The bash version is even more janky and uses grep in very questionable ways but it did resolve every domain I tried which is cool.

It actually helped me write the Go resolver (which I actually started back in November but got stuck on) because bash’s limitations forced me to simplify the design and simplifying it fixed a bug I was running into.

how is this different from a “real” DNS resolver?

Obviously this is only 80 lines so there are a lot of differences between this an a “real” DNS resolver. Here are a few:

  • it only handles A records, not other record types
  • specifically it doesn’t handle CNAME records (though you can easily add CNAME support with just another 12 lines of code)
  • it always only returns one A record even if there are more
  • it has absolutely no ability to handle errors like “there were no A records” (the Go program just panics)
  • the way it handles the glue records is a bit sketchy, probably it should check that they match the nameservers in the “Authority” section or something. It seems to work though.
  • DNS resolvers are usually servers, this is a command line program
  • it doesn’t validate DNSSEC or whatever
  • it doesn’t do caching
  • it doesn’t try a different nameserver if one of the domain’s nameservers isn’t working and times out the DNS query
  • like we mentioned above, unbound seems to look up the addresses of all the nameservers for a domain
  • probably there are other bugs and ways it violates the DNS spec that I don’t know about

tiny versions of real programs are fun

As usual I always learn something from writing tiny versions of real programs. I’ve written this program before but I think this version is better than the first version I wrote.

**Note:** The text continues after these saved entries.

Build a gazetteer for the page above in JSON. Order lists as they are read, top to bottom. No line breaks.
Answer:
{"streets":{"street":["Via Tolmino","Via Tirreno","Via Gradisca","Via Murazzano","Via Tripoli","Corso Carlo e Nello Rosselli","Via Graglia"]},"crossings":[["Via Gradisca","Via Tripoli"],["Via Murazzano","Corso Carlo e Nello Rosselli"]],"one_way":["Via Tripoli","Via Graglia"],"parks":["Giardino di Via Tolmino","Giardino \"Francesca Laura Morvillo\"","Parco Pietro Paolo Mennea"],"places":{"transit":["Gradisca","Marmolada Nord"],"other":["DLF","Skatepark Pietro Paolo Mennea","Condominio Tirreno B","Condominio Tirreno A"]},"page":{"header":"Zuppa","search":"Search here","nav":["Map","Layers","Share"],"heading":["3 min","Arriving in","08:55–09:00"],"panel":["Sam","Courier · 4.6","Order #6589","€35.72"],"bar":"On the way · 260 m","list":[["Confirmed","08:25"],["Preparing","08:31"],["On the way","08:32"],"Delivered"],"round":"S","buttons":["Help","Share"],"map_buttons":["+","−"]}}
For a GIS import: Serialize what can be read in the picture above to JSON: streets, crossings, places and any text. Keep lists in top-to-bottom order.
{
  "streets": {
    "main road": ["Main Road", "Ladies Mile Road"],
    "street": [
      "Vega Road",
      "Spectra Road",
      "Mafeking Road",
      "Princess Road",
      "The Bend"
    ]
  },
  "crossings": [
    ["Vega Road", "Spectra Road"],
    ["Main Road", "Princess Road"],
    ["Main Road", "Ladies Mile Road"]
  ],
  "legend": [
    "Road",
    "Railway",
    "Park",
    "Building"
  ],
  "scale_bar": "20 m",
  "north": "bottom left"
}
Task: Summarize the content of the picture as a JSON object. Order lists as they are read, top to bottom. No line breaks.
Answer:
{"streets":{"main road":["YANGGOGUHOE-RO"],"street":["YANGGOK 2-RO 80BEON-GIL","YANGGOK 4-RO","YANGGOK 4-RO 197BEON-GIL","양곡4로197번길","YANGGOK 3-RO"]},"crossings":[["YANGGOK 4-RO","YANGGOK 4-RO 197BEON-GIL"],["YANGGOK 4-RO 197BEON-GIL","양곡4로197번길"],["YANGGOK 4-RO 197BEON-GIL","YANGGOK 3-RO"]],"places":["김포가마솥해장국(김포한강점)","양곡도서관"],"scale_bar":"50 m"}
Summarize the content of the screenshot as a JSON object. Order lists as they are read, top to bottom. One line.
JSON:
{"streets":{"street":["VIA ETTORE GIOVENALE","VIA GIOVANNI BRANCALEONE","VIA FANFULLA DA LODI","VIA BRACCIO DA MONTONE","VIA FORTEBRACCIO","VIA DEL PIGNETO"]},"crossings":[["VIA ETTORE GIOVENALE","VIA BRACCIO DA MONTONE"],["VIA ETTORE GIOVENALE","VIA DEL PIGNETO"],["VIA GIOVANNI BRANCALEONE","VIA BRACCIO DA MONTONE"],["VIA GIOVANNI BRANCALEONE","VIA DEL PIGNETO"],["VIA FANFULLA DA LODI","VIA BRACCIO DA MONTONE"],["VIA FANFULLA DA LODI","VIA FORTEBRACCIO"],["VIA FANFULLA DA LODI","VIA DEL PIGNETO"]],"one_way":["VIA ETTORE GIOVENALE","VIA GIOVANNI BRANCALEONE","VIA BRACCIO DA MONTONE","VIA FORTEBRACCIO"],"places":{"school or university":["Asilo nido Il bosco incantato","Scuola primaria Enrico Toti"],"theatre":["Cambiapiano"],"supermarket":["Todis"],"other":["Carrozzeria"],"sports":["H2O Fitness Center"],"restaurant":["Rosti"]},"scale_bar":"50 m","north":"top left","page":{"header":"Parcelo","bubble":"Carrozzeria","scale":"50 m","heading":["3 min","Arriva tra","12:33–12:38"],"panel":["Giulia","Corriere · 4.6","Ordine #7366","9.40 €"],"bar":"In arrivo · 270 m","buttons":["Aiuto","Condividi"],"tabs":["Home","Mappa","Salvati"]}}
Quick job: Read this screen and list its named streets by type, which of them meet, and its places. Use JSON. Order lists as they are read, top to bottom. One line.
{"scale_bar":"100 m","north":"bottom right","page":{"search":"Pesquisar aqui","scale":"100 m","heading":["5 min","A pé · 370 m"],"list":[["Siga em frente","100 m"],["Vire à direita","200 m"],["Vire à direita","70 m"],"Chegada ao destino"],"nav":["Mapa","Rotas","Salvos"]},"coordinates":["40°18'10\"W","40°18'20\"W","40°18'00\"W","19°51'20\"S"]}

In 2020 I ran a 2-day workshop with my friend Allison called “Domain Name Saturday” where all the participants wrote DNS resolvers. Basically the idea was that you implement the algorithm described in this post, as well as the binary parsing pieces that the miekg/dns library handles here. At some point I want to write up that workshop so that other people could run it, because it was really fun.

One question I still have is – are there domains where the resolve function would recurse 3 times or more on? Obviously you could manufacture such a domain by making it intentionally have to go through a bunch of hoops, but.. do they exist in the real world?